Saved entries:

■ ■ ■ ■ ■

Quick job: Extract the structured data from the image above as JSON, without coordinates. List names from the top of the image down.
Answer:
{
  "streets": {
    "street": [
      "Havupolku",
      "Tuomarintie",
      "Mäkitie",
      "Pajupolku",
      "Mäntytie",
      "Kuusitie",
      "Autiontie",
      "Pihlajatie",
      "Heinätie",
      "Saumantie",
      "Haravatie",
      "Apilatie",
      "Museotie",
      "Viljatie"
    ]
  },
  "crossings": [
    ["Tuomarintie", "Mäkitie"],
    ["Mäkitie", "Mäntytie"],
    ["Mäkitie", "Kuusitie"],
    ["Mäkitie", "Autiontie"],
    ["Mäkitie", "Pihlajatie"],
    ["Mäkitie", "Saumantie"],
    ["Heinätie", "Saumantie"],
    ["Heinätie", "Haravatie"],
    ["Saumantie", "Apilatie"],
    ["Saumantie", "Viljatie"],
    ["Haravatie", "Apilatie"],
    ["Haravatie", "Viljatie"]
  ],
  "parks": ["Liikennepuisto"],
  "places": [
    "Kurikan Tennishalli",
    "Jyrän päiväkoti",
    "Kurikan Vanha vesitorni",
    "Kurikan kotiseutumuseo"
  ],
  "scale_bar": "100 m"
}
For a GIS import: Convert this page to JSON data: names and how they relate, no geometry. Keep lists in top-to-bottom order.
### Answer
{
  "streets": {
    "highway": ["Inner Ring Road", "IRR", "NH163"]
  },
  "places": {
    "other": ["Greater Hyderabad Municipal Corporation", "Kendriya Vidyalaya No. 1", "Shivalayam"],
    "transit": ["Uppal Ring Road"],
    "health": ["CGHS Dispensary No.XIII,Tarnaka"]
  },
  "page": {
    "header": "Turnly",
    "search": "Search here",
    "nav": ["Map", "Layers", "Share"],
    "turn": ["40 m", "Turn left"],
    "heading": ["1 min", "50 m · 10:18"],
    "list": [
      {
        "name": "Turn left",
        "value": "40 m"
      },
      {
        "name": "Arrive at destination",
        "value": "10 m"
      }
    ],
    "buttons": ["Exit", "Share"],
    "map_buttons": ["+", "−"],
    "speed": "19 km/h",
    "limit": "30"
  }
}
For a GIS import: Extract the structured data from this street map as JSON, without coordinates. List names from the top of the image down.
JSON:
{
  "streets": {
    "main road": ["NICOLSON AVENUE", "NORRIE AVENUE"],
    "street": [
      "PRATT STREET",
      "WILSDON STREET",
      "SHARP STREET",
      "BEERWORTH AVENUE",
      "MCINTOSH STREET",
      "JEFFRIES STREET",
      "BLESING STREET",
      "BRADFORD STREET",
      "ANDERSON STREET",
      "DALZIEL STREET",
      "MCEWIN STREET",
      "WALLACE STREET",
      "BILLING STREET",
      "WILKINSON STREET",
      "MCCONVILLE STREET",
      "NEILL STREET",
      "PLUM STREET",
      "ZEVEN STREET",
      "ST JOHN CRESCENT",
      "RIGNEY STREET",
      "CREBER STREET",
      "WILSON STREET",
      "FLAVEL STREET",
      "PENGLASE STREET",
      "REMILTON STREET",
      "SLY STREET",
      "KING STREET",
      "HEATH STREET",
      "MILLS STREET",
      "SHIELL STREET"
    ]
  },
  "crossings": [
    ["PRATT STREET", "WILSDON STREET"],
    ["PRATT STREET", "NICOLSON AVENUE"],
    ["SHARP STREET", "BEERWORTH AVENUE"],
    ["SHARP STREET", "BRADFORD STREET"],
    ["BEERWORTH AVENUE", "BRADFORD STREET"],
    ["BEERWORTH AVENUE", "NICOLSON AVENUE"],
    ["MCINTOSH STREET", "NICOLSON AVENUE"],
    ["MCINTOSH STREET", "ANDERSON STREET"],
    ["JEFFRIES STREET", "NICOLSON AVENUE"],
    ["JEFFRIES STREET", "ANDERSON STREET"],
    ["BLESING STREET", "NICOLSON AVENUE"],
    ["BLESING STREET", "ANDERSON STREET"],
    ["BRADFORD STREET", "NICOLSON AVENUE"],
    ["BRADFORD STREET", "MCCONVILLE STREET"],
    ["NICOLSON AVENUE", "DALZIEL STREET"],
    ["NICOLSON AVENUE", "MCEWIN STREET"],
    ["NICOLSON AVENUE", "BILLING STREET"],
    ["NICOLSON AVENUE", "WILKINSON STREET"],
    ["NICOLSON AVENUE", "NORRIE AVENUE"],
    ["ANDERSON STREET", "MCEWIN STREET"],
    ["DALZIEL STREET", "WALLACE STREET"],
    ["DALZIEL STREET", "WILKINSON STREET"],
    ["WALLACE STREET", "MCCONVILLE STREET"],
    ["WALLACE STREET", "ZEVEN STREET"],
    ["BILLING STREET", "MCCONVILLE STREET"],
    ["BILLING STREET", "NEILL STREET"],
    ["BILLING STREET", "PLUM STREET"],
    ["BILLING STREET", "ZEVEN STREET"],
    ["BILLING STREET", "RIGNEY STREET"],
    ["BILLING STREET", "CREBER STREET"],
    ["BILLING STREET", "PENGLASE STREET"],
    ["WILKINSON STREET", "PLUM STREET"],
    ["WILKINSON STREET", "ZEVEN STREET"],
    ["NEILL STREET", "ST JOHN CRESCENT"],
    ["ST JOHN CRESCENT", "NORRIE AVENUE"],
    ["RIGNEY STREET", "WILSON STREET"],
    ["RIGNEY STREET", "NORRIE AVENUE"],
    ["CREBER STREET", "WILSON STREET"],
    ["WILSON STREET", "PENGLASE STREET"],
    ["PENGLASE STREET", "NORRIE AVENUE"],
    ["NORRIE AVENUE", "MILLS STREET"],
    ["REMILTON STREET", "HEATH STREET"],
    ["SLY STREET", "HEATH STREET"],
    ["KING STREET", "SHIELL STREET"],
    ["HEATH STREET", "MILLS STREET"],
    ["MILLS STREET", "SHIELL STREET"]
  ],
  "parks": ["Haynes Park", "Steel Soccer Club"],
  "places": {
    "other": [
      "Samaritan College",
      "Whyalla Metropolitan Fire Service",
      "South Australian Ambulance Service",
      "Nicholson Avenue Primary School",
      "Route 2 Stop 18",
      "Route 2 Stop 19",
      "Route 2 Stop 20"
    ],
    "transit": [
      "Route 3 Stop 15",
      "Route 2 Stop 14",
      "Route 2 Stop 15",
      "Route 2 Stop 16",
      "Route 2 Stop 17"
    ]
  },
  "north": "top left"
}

■ ■ ■ ■ ■

What the task asks: Give every entry again, exactly as it reads.

Response:
Quick job: Extract the structured data from the image above as JSON, without coordinates. List names from the top of the image down.
Answer:
{
  "streets": {
    "street": [
      "Havupolku",
      "Tuomarintie",
      "Mäkitie",
      "Pajupolku",
      "Mäntytie",
      "Kuusitie",
      "Autiontie",
      "Pihlajatie",
      "Heinätie",
      "Saumantie",
      "Haravatie",
      "Apilatie",
      "Museotie",
      "Viljatie"
    ]
  },
  "crossings": [
    ["Tuomarintie", "Mäkitie"],
    ["Mäkitie", "Mäntytie"],
    ["Mäkitie", "Kuusitie"],
    ["Mäkitie", "Autiontie"],
    ["Mäkitie", "Pihlajatie"],
    ["Mäkitie", "Saumantie"],
    ["Heinätie", "Saumantie"],
    ["Heinätie", "Haravatie"],
    ["Saumantie", "Apilatie"],
    ["Saumantie", "Viljatie"],
    ["Haravatie", "Apilatie"],
    ["Haravatie", "Viljatie"]
  ],
  "parks": ["Liikennepuisto"],
  "places": [
    "Kurikan Tennishalli",
    "Jyrän päiväkoti",
    "Kurikan Vanha vesitorni",
    "Kurikan kotiseutumuseo"
  ],
  "scale_bar": "100 m"
}
For a GIS import: Convert this page to JSON data: names and how they relate, no geometry. Keep lists in top-to-bottom order.
### Answer
{
  "streets": {
    "highway": ["Inner Ring Road", "IRR", "NH163"]
  },
  "places": {
    "other": ["Greater Hyderabad Municipal Corporation", "Kendriya Vidyalaya No. 1", "Shivalayam"],
    "transit": ["Uppal Ring Road"],
    "health": ["CGHS Dispensary No.XIII,Tarnaka"]
  },
  "page": {
    "header": "Turnly",
    "search": "Search here",
    "nav": ["Map", "Layers", "Share"],
    "turn": ["40 m", "Turn left"],
    "heading": ["1 min", "50 m · 10:18"],
    "list": [
      {
        "name": "Turn left",
        "value": "40 m"
      },
      {
        "name": "Arrive at destination",
        "value": "10 m"
      }
    ],
    "buttons": ["Exit", "Share"],
    "map_buttons": ["+", "−"],
    "speed": "19 km/h",
    "limit": "30"
  }
}
For a GIS import: Extract the structured data from this street map as JSON, without coordinates. List names from the top of the image down.
JSON:
{
  "streets": {
    "main road": ["NICOLSON AVENUE", "NORRIE AVENUE"],
    "street": [
      "PRATT STREET",
      "WILSDON STREET",
      "SHARP STREET",
      "BEERWORTH AVENUE",
      "MCINTOSH STREET",
      "JEFFRIES STREET",
      "BLESING STREET",
      "BRADFORD STREET",
      "ANDERSON STREET",
      "DALZIEL STREET",
      "MCEWIN STREET",
      "WALLACE STREET",
      "BILLING STREET",
      "WILKINSON STREET",
      "MCCONVILLE STREET",
      "NEILL STREET",
      "PLUM STREET",
      "ZEVEN STREET",
      "ST JOHN CRESCENT",
      "RIGNEY STREET",
      "CREBER STREET",
      "WILSON STREET",
      "FLAVEL STREET",
      "PENGLASE STREET",
      "REMILTON STREET",
      "SLY STREET",
      "KING STREET",
      "HEATH STREET",
      "MILLS STREET",
      "SHIELL STREET"
    ]
  },
  "crossings": [
    ["PRATT STREET", "WILSDON STREET"],
    ["PRATT STREET", "NICOLSON AVENUE"],
    ["SHARP STREET", "BEERWORTH AVENUE"],
    ["SHARP STREET", "BRADFORD STREET"],
    ["BEERWORTH AVENUE", "BRADFORD STREET"],
    ["BEERWORTH AVENUE", "NICOLSON AVENUE"],
    ["MCINTOSH STREET", "NICOLSON AVENUE"],
    ["MCINTOSH STREET", "ANDERSON STREET"],
    ["JEFFRIES STREET", "NICOLSON AVENUE"],
    ["JEFFRIES STREET", "ANDERSON STREET"],
    ["BLESING STREET", "NICOLSON AVENUE"],
    ["BLESING STREET", "ANDERSON STREET"],
    ["BRADFORD STREET", "NICOLSON AVENUE"],
    ["BRADFORD STREET", "MCCONVILLE STREET"],
    ["NICOLSON AVENUE", "DALZIEL STREET"],
    ["NICOLSON AVENUE", "MCEWIN STREET"],
    ["NICOLSON AVENUE", "BILLING STREET"],
    ["NICOLSON AVENUE", "WILKINSON STREET"],
    ["NICOLSON AVENUE", "NORRIE AVENUE"],
    ["ANDERSON STREET", "MCEWIN STREET"],
    ["DALZIEL STREET", "WALLACE STREET"],
    ["DALZIEL STREET", "WILKINSON STREET"],
    ["WALLACE STREET", "MCCONVILLE STREET"],
    ["WALLACE STREET", "ZEVEN STREET"],
    ["BILLING STREET", "MCCONVILLE STREET"],
    ["BILLING STREET", "NEILL STREET"],
    ["BILLING STREET", "PLUM STREET"],
    ["BILLING STREET", "ZEVEN STREET"],
    ["BILLING STREET", "RIGNEY STREET"],
    ["BILLING STREET", "CREBER STREET"],
    ["BILLING STREET", "PENGLASE STREET"],
    ["WILKINSON STREET", "PLUM STREET"],
    ["WILKINSON STREET", "ZEVEN STREET"],
    ["NEILL STREET", "ST JOHN CRESCENT"],
    ["ST JOHN CRESCENT", "NORRIE AVENUE"],
    ["RIGNEY STREET", "WILSON STREET"],
    ["RIGNEY STREET", "NORRIE AVENUE"],
    ["CREBER STREET", "WILSON STREET"],
    ["WILSON STREET", "PENGLASE STREET"],
    ["PENGLASE STREET", "NORRIE AVENUE"],
    ["NORRIE AVENUE", "MILLS STREET"],
    ["REMILTON STREET", "HEATH STREET"],
    ["SLY STREET", "HEATH STREET"],
    ["KING STREET", "SHIELL STREET"],
    ["HEATH STREET", "MILLS STREET"],
    ["MILLS STREET", "SHIELL STREET"]
  ],
  "parks": ["Haynes Park", "Steel Soccer Club"],
  "places": {
    "other": [
      "Samaritan College",
      "Whyalla Metropolitan Fire Service",
      "South Australian Ambulance Service",
      "Nicholson Avenue Primary School",
      "Route 2 Stop 18",
      "Route 2 Stop 19",
      "Route 2 Stop 20"
    ],
    "transit": [
      "Route 3 Stop 15",
      "Route 2 Stop 14",
      "Route 2 Stop 15",
      "Route 2 Stop 16",
      "Route 2 Stop 17"
    ]
  },
  "north": "top left"
}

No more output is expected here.